◆ EXERCISE OBJECTIVE
Across the entries below, please work out how many lines contain the string "JSON" and give only the number.

[Stored dataset items]
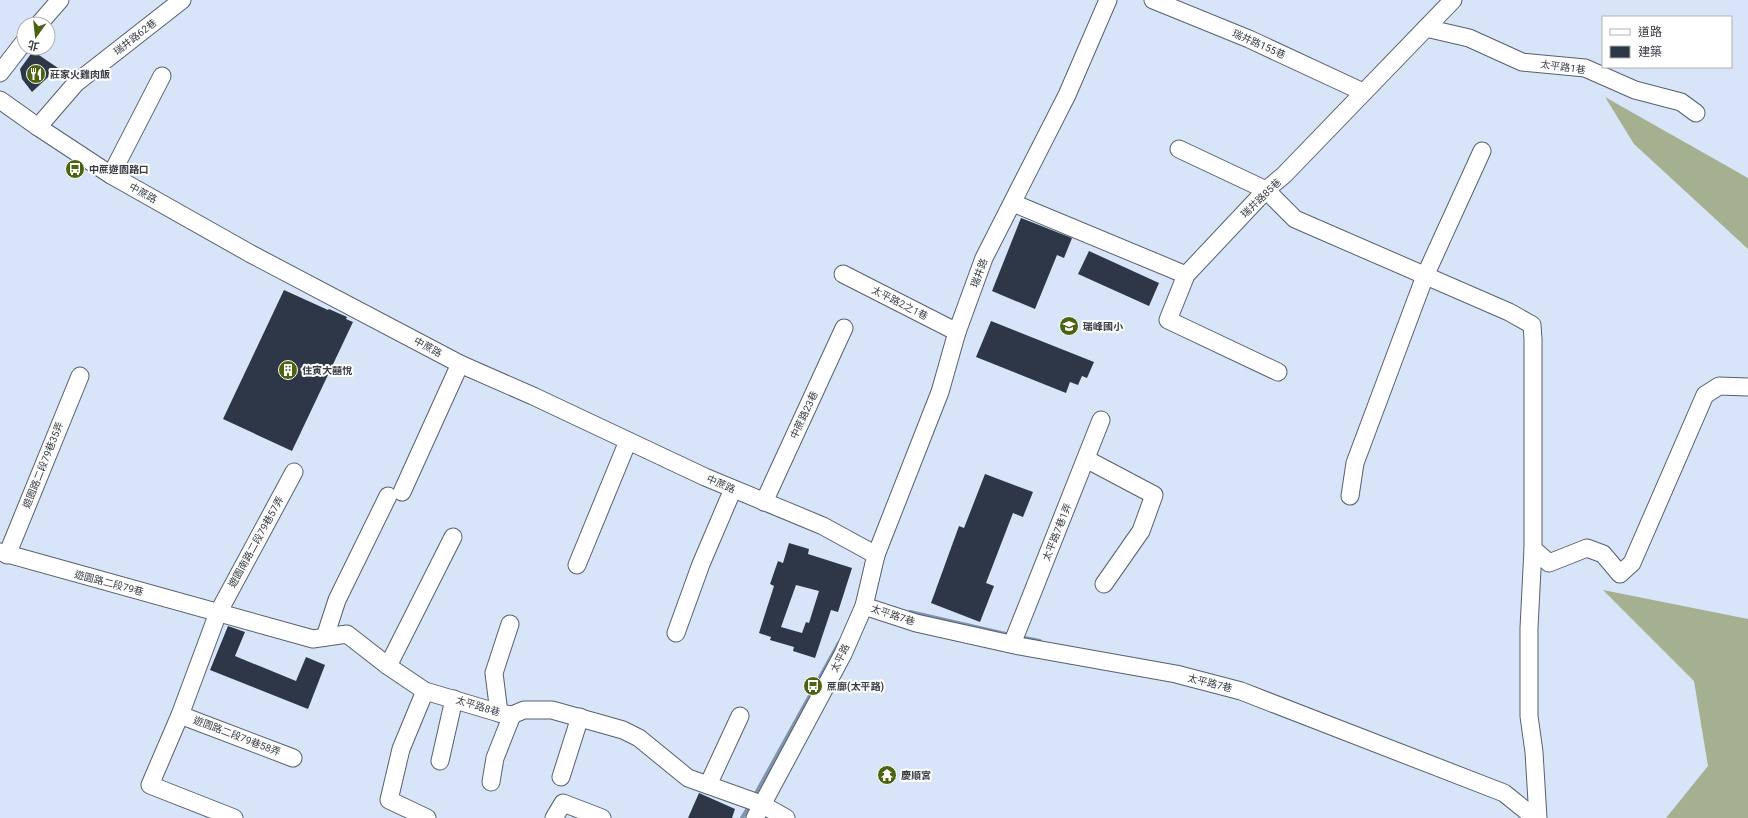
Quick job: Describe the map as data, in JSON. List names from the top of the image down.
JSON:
{
  "streets": {
    "street": [
      "瑞井路62巷",
      "瑞井路155巷",
      "太平路1巷",
      "中蔗路",
      "瑞井路85巷",
      "瑞井路",
      "太平路2之1巷",
      "中蔗路23巷",
      "遊園路二段79巷35弄",
      "太平路7巷1弄",
      "遊園南路二段79巷57弄",
      "遊園路二段79巷",
      "太平路7巷",
      "太平路",
      "太平路8巷",
      "遊園路二段79巷58弄"
    ]
  },
  "crossings": [
    ["瑞井路62巷", "中蔗路"],
    ["瑞井路155巷", "瑞井路85巷"],
    ["太平路1巷", "瑞井路85巷"],
    ["中蔗路", "瑞井路"],
    ["中蔗路", "中蔗路23巷"],
    ["中蔗路", "太平路"],
    ["瑞井路", "太平路2之1巷"],
    ["瑞井路", "太平路"],
    ["遊園路二段79巷35弄", "遊園路二段79巷"],
    ["太平路7巷1弄", "太平路7巷"],
    ["遊園南路二段79巷57弄", "遊園路二段79巷"],
    ["遊園南路二段79巷57弄", "太平路8巷"],
    ["遊園南路二段79巷57弄", "遊園路二段79巷58弄"],
    ["遊園路二段79巷", "太平路8巷"],
    ["遊園路二段79巷", "遊園路二段79巷58弄"],
    ["太平路7巷", "太平路"],
    ["太平路", "太平路8巷"],
    ["太平路8巷", "遊園路二段79巷58弄"]
  ],
  "places": {
    "restaurant": ["莊家火雞肉飯"],
    "bus stop": ["中蔗遊園路口", "蔗廍(太平路)"],
    "school or university": ["瑞峰國小"],
    "building": ["住寅大囍悅"],
    "temple": ["慶順宮"]
  },
  "legend": ["道路", "建築"],
  "north": "bottom"
}
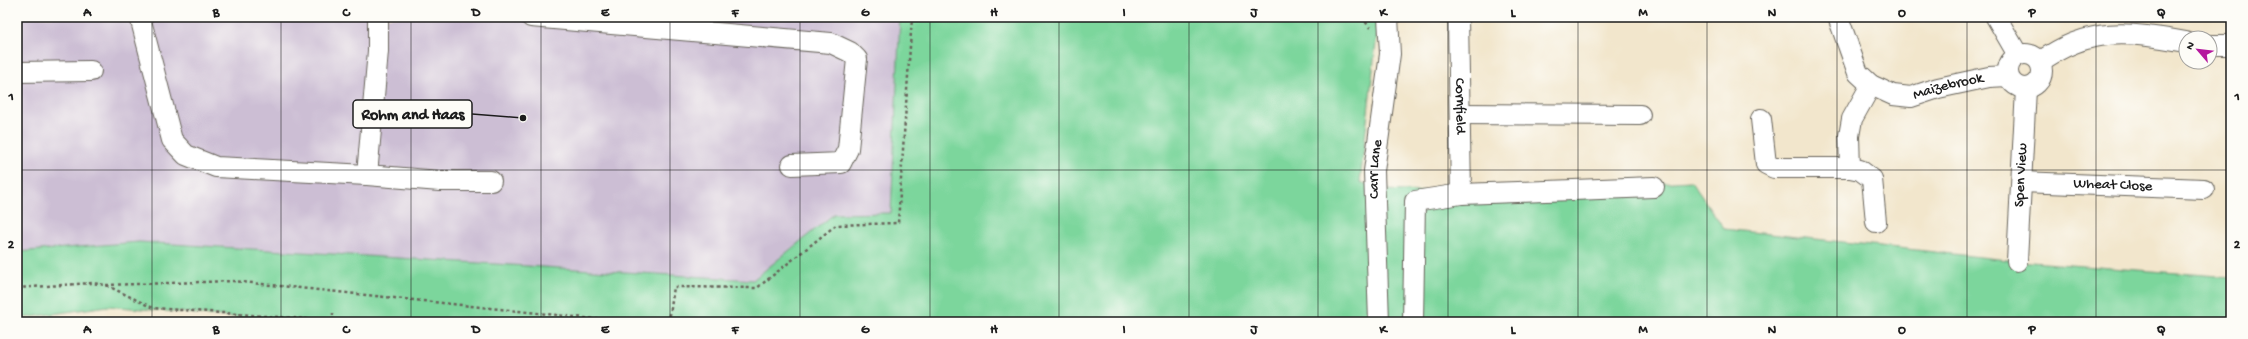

◆ TASK RESULT
2